Ground Squirrel in California Tests Positive for Plague

Plague in California

In Southern California a dead ground squirrel tested positive for the deadly plague bacteria. Health officials say it is the first plague bacteria discovered in Riverside County, California for over a decade.

The ground squirrel was tested in conjunction with routine testing from Fern Basin campground in the San Jacinto Mountains, north of Idyllwild. Health officials collected the squirrel carcass on September 6 and confirmed the plague results on Tuesday. The plague infected squirrel showed low levels of the bacteria.

Squirrels, rats and other rodents can become infected with the plague bacteria after they are bitten by infected fleas.

The Fern Basin campground remains open even after health officials were quick in warning campers and hikers of the bacteria affected area. Dottie Merki, chief of the Riverside County Department of Environmental Health, told the Riverside Press-Enterprise, “We normally only close the campground if there is a high level of antibodies in the system and a high level of fleas.”

“There’s no need to be frightened about it, you should just always be cautious about camping in areas where the plague is endemic,” Merki added. “We don’t want to incite panic in the public. Our first reaction is just to make sure people are aware that it’s out there so they can take precautions to protect their families and their pets.”

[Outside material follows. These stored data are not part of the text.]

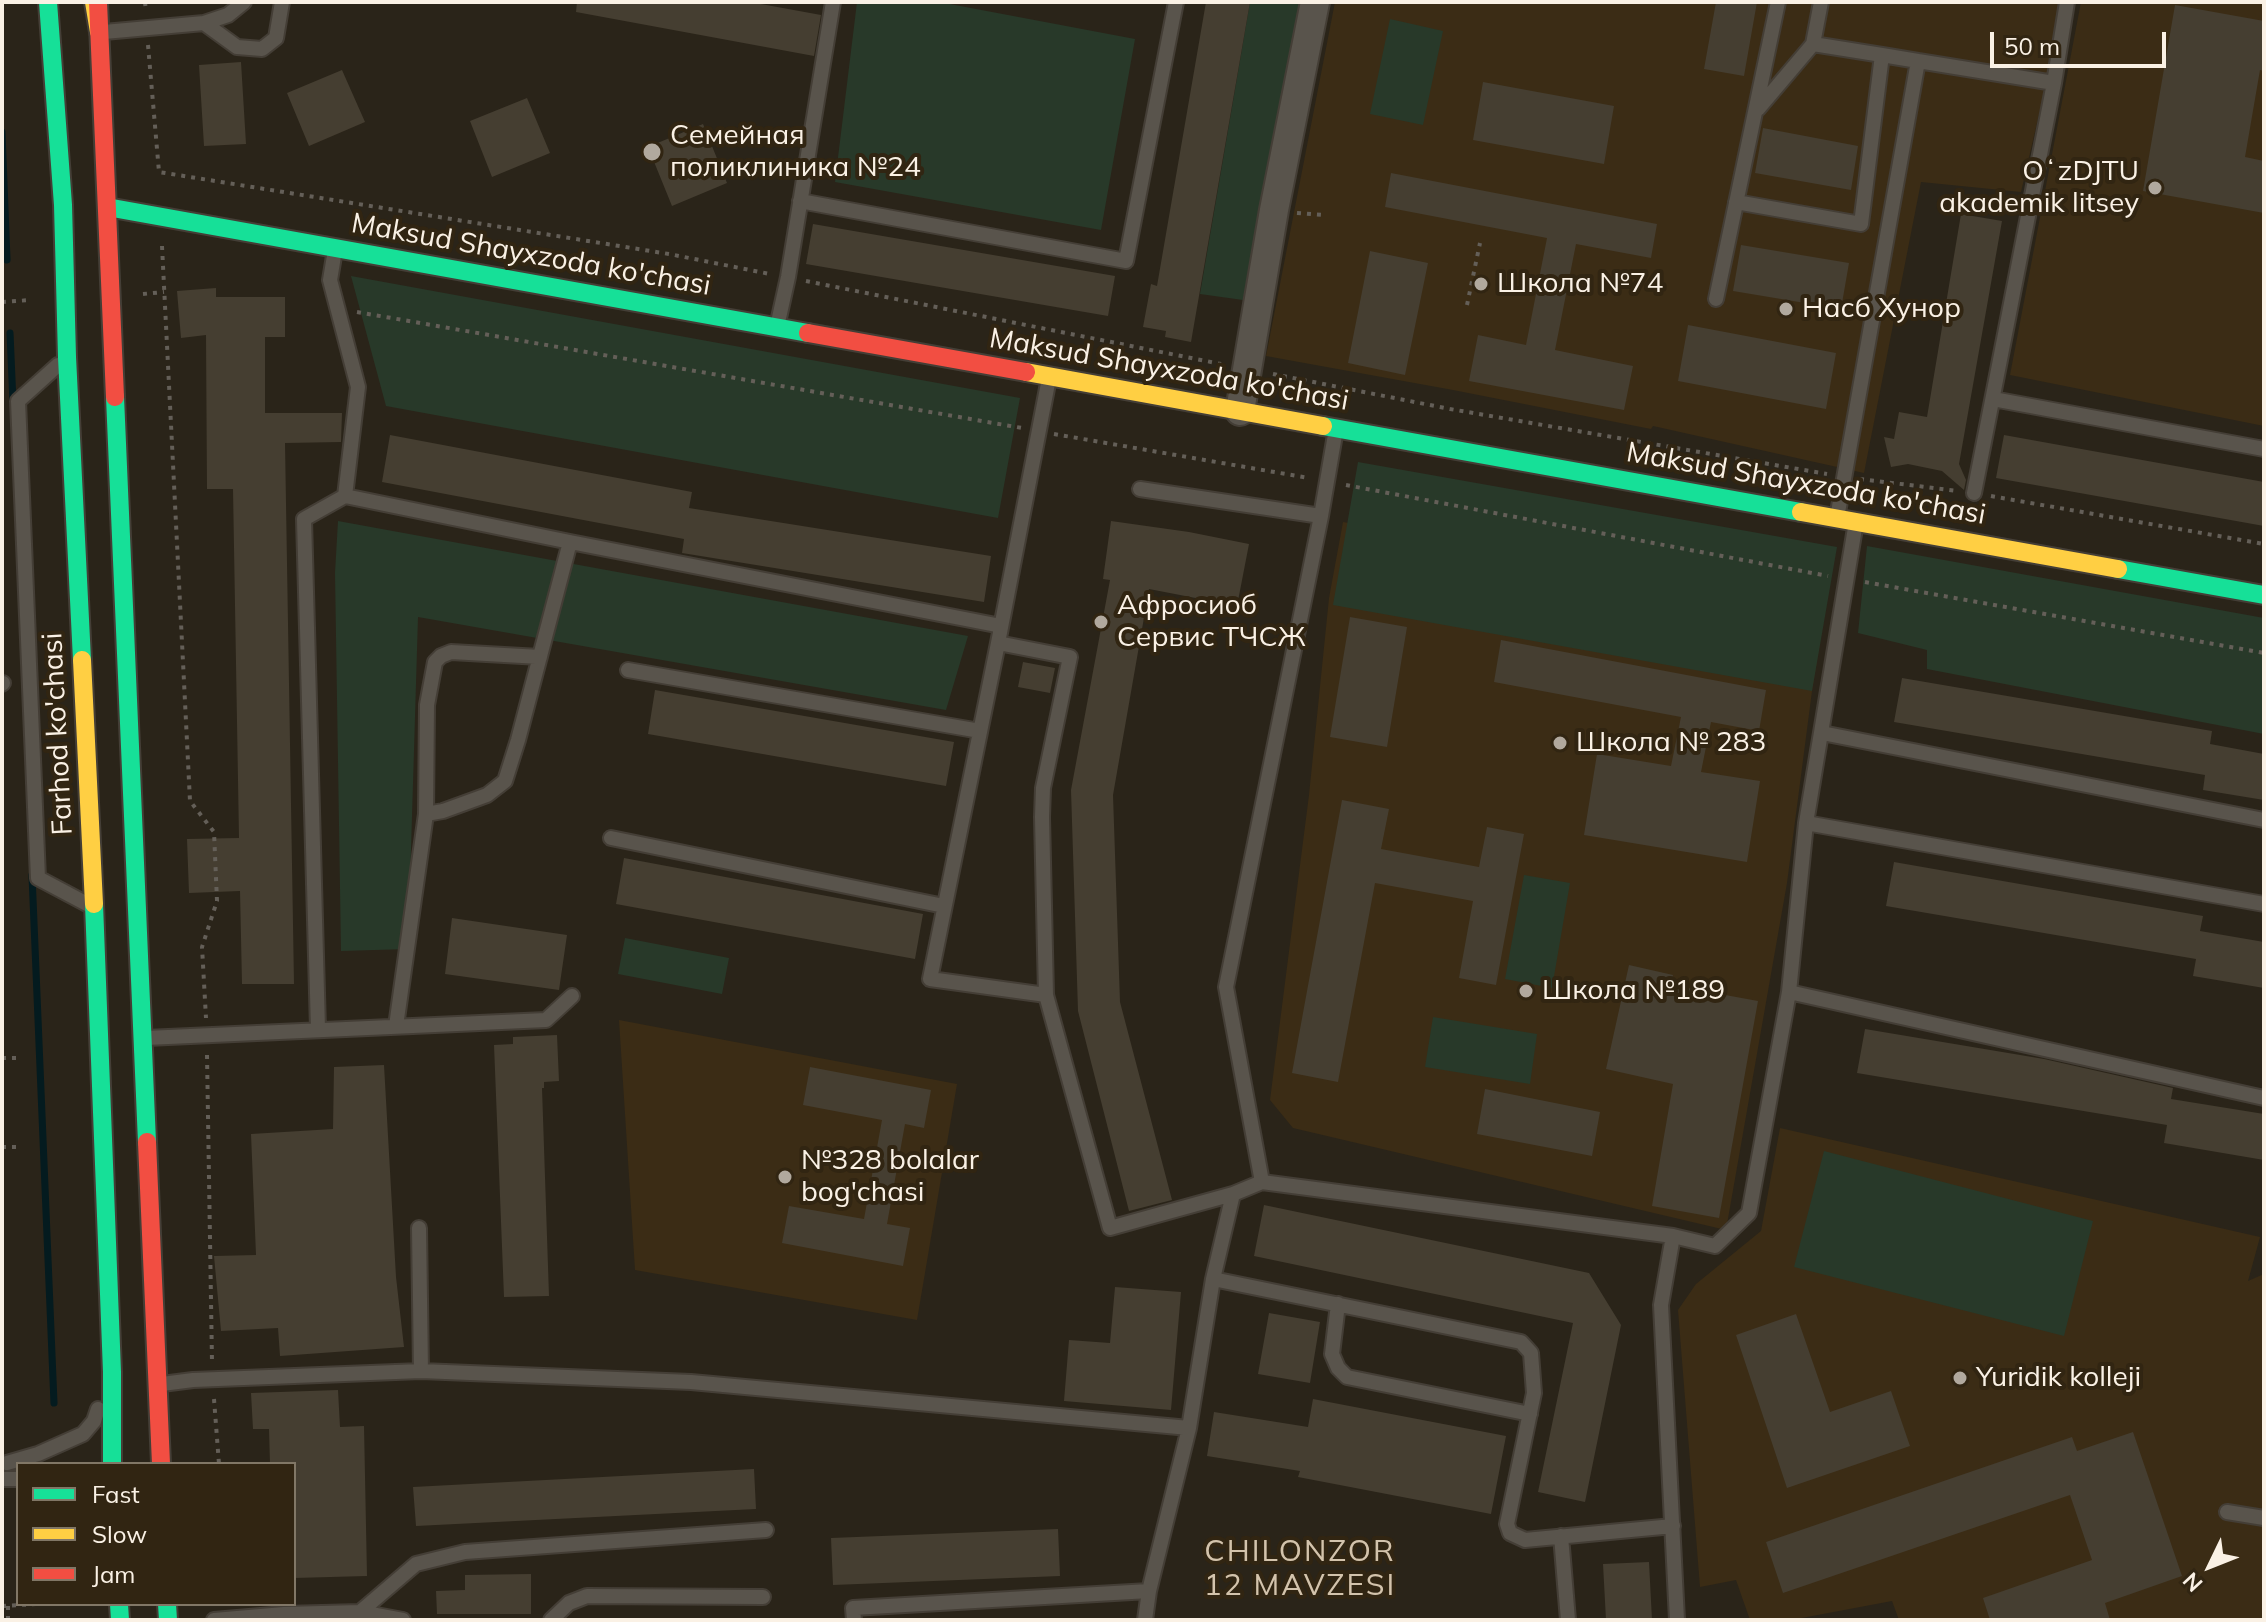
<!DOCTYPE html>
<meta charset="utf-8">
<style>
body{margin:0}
#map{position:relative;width:2266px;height:1622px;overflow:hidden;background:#2a2419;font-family:Mulish,sans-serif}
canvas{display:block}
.frame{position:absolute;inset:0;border:4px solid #faf1e5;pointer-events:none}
.legend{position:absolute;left:16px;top:1462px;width:280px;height:144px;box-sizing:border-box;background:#312512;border:2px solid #817766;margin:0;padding:10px 14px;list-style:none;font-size:24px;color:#faf1e5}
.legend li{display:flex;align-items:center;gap:16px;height:40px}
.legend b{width:40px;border:2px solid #817766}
.north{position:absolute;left:2170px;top:1526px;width:80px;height:80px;-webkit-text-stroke:6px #312512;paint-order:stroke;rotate:227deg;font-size:22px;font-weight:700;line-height:32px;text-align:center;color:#faf1e5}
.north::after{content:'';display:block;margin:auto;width:28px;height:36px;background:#faf1e5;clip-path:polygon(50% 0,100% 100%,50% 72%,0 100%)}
.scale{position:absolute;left:1990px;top:32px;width:176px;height:36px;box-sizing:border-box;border:4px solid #faf1e5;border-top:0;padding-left:10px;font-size:24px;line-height:28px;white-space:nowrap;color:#faf1e5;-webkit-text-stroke:6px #312512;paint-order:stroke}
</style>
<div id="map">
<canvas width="2266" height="1622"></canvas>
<div class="frame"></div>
<ul class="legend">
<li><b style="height:10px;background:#16e098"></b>Fast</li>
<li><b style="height:10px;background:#ffcf43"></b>Slow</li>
<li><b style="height:10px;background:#f24e42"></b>Jam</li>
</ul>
<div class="north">N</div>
<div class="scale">50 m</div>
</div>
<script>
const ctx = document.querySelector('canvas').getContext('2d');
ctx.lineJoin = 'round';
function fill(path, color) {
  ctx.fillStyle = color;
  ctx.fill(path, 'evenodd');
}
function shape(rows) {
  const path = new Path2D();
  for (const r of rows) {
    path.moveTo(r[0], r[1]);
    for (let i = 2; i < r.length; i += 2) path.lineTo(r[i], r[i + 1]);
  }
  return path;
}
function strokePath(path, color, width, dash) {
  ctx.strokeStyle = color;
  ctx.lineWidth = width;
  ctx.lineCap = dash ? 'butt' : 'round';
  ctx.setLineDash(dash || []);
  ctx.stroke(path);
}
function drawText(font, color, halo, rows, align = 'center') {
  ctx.font = font + ' Mulish,sans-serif';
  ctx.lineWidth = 8;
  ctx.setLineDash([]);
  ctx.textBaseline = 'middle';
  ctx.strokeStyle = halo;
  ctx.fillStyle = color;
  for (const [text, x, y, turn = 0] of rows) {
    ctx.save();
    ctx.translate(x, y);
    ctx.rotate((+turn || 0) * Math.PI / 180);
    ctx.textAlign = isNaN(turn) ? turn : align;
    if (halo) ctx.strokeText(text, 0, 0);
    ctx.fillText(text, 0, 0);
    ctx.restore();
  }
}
const built = shape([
 [1335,2,2059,2,2043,97,2021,192,1921,182,1864,473,1653,426,1651,429,1453,390,1266,356],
 [2081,2,2264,2,2264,426,2010,375],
 [1343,522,1826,607,1812,691,1787,883,1726,1230,1293,1128,1270,1100,1309,795,1329,598],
 [619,1020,957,1084,917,1320,635,1270],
 [1780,1128,2260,1237,2248,1281,2264,1274,2264,1620,1899,1620,1892,1601,1791,1620,1750,1620,1736,1580,1700,1587,1678,1310,1696,1284,1761,1231]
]);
const green = shape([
 [857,2,939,2,1135,39,1101,230,835,182],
 [1250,2,1302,2,1243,300,1200,294],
 [1390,19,1443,31,1423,125,1370,114],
 [351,276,1020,398,998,518,386,406],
 [1358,462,1837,547,1812,691,1333,605],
 [338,521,968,636,946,710,418,617,408,949,341,951,335,573],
 [1867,546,2264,618,2264,734,1927,669,1927,650,1858,633],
 [1524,875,1570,883,1552,988,1505,979],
 [625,938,729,958,722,994,618,974],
 [1433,1017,1537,1034,1530,1084,1425,1067],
 [1824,1151,2093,1221,2064,1336,1794,1267]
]);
const stream = shape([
 [2,132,7,260],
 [10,333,13,403],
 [32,875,54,1403]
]);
const building = shape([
 [577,2,750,2,821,15,814,56,576,12],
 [1206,2,1250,2,1191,342,1165,337,1166,331,1143,327,1151,284,1157,286],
 [1716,2,1757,2,1744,76,1704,69],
 [2175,5,2264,21,2264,71,2260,70,2245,157,2264,161,2264,213,2143,191],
 [241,62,246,144,204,146,199,65],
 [342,70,365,122,309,146,287,93],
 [1483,82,1614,106,1604,164,1473,140],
 [527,98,550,153,492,177,470,121],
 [703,124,727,183,672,206,648,147],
 [1763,128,1858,146,1851,190,1755,173],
 [1391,173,1657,224,1651,258,1576,244,1555,350,1633,366,1624,410,1469,381,1478,335,1526,345,1547,238,1385,207],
 [1961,214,2002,221,1959,464,1966,480,1964,490,1942,471,1908,464,1891,467,1884,437,1894,439,1899,412,1927,417],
 [813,224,1115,276,1108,316,806,264],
 [1741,245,1849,263,1841,309,1733,291],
 [1370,251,1428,263,1405,375,1348,363],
 [216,288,216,297,285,297,285,337,265,337,265,413,342,413,341,442,285,443,294,984,242,984,240,891,189,893,187,839,239,838,233,489,207,489,206,335,181,338,177,291],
 [1688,325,1836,353,1826,409,1678,381],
 [390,435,692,492,689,508,991,556,984,602,682,553,684,539,382,482],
 [2004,435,2264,482,2264,526,1996,478],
 [1111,521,1189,532,1249,544,1237,606,1149,589,1113,795,1120,1002,1172,1200,1129,1211,1078,1011,1071,790,1110,580,1103,579],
 [1350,617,1407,627,1387,747,1330,737],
 [1501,640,1766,690,1759,731,1711,722,1701,772,1760,781,1747,862,1584,835,1597,754,1671,766,1681,717,1494,682],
 [1023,662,1055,668,1050,693,1018,687],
 [1902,678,2212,731,2210,744,2264,754,2264,800,2203,790,2205,775,1894,722],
 [655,690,954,742,946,786,648,734],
 [1342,800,1389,809,1381,849,1479,867,1487,827,1524,834,1496,985,1459,978,1473,901,1375,883,1338,1082,1292,1073],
 [624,858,923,914,915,959,616,904],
 [1894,862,2203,916,2200,931,2264,942,2264,988,2193,976,2196,959,1886,906],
 [452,918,567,935,559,990,445,974],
 [1629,965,1673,975,1671,985,1758,1001,1719,1218,1652,1206,1673,1084,1606,1069],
 [1865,1029,2044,1059,2173,1088,2171,1099,2264,1114,2264,1160,2164,1143,2167,1125,1857,1073],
 [557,1035,559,1081,544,1082,544,1088,542,1088,549,1296,504,1297,494,1045,513,1044,513,1037],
 [384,1065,396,1277,404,1347,280,1356,278,1328,221,1331,214,1256,256,1255,251,1134,333,1129,334,1067],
 [810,1067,931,1090,924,1128,905,1124,887,1224,910,1228,903,1266,782,1243,789,1206,864,1219,882,1120,803,1105],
 [1485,1089,1600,1112,1592,1156,1477,1134],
 [1264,1205,1589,1273,1621,1325,1585,1502,1538,1492,1573,1323,1254,1256],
 [1115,1287,1181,1292,1171,1410,1064,1401,1069,1340,1110,1343],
 [1269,1313,1320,1322,1310,1383,1258,1374],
 [1796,1314,1830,1412,1891,1391,1910,1446,1787,1488,1736,1335],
 [338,1390,340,1427,364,1426,367,1576,294,1578,294,1464,270,1464,269,1429,253,1429,251,1393],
 [1313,1399,1506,1436,1491,1514,1298,1477,1300,1471,1207,1456,1214,1412,1308,1427],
 [2133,1432,2182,1576,2105,1603,2110,1620,1990,1620,1983,1598,2092,1560,2070,1495,1783,1593,1766,1542,2072,1437,2077,1451],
 [754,1469,756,1509,416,1526,413,1487],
 [1058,1529,1060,1576,833,1585,831,1538],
 [1649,1562,1652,1620,1606,1620,1603,1564],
 [531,1574,531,1614,437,1614,436,1591,465,1590,465,1575]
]);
const path = shape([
 [145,2,146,12],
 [148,45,159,172,669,254,770,274],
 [1297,213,1323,215],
 [162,246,190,801,214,832,217,901,202,947,206,1018],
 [806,281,1221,364],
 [143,294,164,292],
 [2,302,31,300],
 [1467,305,1480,243],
 [357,312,1022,428],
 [1273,374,1450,409,1827,474],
 [1054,434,1309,478],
 [1860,479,1958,491],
 [1346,485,1828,576],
 [1991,496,2264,544],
 [1865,582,2264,653],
 [207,1055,212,1362],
 [2,1058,18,1058],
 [2,1147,21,1147],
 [214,1399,219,1464],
 [2,1606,37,1604],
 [8,1620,8,1606]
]);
const lane = shape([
 [204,23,228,15,244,2],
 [104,32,204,23,237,47,262,49,276,38,282,2],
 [1882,55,1918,61],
 [1758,109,1813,44,1821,2],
 [800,201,1126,261,1176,2],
 [1736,202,1861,224,1882,55,1813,44],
 [1716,299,1778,2],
 [777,327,788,277,833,2],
 [58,365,18,401,38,878,87,904],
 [1049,378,998,643,930,979,1046,995,1110,1228,1233,1194],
 [1993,399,2264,449],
 [1336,429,1321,516,1226,987,1262,1182,1673,1236],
 [1140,489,1321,516],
 [1974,493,2054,83],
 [345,496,570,542,1001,626],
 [1837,518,1918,61,2054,83,2067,2],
 [998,643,1070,657,1043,788,1042,817,1046,995],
 [628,670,980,731],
 [2,684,3,683],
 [1822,733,2264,820],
 [426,814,427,705,435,662,441,656,451,652,540,657],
 [1806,823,2264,904],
 [611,838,944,906],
 [1789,992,2264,1098],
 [396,1026,426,814,443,811,487,795,505,781,518,740,570,542],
 [318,1029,304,519,345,496,358,387,330,280,335,250],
 [146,1038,546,1020,572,996],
 [419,1228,421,1371],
 [1213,1279,1521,1342,1531,1353,1534,1393,1507,1524,1510,1533,1525,1540,1673,1526],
 [1338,1304,1332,1354,1338,1368,1347,1377,1530,1414],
 [162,1384,193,1380,421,1371,691,1382,1189,1428,1213,1279,1233,1194,1262,1182],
 [7,1463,38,1454,83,1434,94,1421,98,1409],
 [2,1479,18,1479],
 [2227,1512,2264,1518],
 [1561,1536,1568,1620],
 [360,1612,416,1564,465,1552,766,1530],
 [214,1620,284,1614,360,1612,403,1620],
 [551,1620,569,1603,587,1596,763,1597],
 [854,1620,853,1608,1149,1591],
 [1145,1620,1149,1591,1189,1428],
 [1677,1620,1661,1305,1673,1236,1715,1246,1749,1213,1789,992,1806,823,1856,522]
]);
const street = shape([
 [1240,411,1274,210,1315,2]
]);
const fast = shape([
 [48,2,63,205,67,357,82,660],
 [107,207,808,333],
 [115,397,147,1142],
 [1323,426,1801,512],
 [2118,569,2264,595],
 [94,904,112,1372,112,1464],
 [119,1604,120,1620],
 [167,1604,168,1620]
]);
const slow = shape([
 [94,2,99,32],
 [1026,372,1323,426],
 [1801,512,2118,569],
 [82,660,94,904]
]);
const jam = shape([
 [98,2,115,397],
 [808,333,1026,372],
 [147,1142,161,1464]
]);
const markers = [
 [652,152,10,"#b1a99e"],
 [2155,188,8,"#b1a99e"],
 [1481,284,8,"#b1a99e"],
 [1786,309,8,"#b1a99e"],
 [1101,622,8,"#b1a99e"],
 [1560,743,8,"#b1a99e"],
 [1526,991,8,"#b1a99e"],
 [785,1177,8,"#b1a99e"],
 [1960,1378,8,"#b1a99e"]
];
const poiNames = [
 ["Семейная",670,136],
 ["поликлиника №24",670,168],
 ["OʻzDJTU",2139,172,"right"],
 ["akademik litsey",2139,204,"right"],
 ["Школа №74",1497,284],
 ["Насб Хунор",1802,309],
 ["Афросиоб",1117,606],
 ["Сервис ТЧСЖ",1117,638],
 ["Школа № 283",1576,743],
 ["Школа №189",1542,991],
 ["№328 bolalar",801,1161],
 ["bog'chasi",801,1193],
 ["Yuridik kolleji",1976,1378]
];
const streetNames = [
 ["Maksud Shayxzoda ko'chasi",531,255,10],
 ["Maksud Shayxzoda ko'chasi",1169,370,10],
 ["Maksud Shayxzoda ko'chasi",1806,484,10],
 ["Farhod ko'chasi",58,734,-93]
];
const neighbourhoodNames = [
 ["CHILONZOR",1300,1552],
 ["12 MAVZESI",1300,1586]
];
fill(built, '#3b2c15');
fill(green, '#283929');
strokePath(stream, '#041b1f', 7);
fill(building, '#453e31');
strokePath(lane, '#443e36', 18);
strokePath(street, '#443e36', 32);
strokePath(fast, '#443e36', 22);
strokePath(slow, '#443e36', 22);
strokePath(jam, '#443e36', 22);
strokePath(path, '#645f58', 4, [4, 6]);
strokePath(lane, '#59544c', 14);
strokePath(street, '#59544c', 28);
strokePath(fast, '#16e098', 18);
strokePath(slow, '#ffcf43', 18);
strokePath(jam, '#f24e42', 18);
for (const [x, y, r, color] of markers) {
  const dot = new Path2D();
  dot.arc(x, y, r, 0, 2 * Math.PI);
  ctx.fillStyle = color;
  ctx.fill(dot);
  strokePath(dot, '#312512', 3);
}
drawText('28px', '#faf1e5', '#312512', poiNames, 'left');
drawText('28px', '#faf1e5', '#312512', streetNames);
ctx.letterSpacing = '2px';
drawText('30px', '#d3c3ac', '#312512', neighbourhoodNames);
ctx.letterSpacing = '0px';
</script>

Riverside County health officials also pointed out that there is a very small risk of transmission to humans from squirrels. Plague is transmitted to humans from handling of an infected animal or from the bite of an infected flea, but cannot spread from person to person. People need to take the proper precaution like avoiding contact with squirrels and other wild animals, not feeding or touching wild animals, not touching dead animals, not resting or camping near animal burrows, and for pets to leave them at home or keep them leashed and use flea-control methods.

The last cases of humans becoming infected with the plague in California happened in April of 2006 in Los Angeles County and June of 2006 in Inyo County, says Ronald Owens, spokesman for the California Department of Public Health.

Plague pandemics like the Black Death of the 14th century wiped out tens of millions of people across Europe and Asia. However, cases of plague infection in the modern era are rare. In the last 110 years, there have been about 1,000 cases of the plague infecting Americans, reported Daily Mail.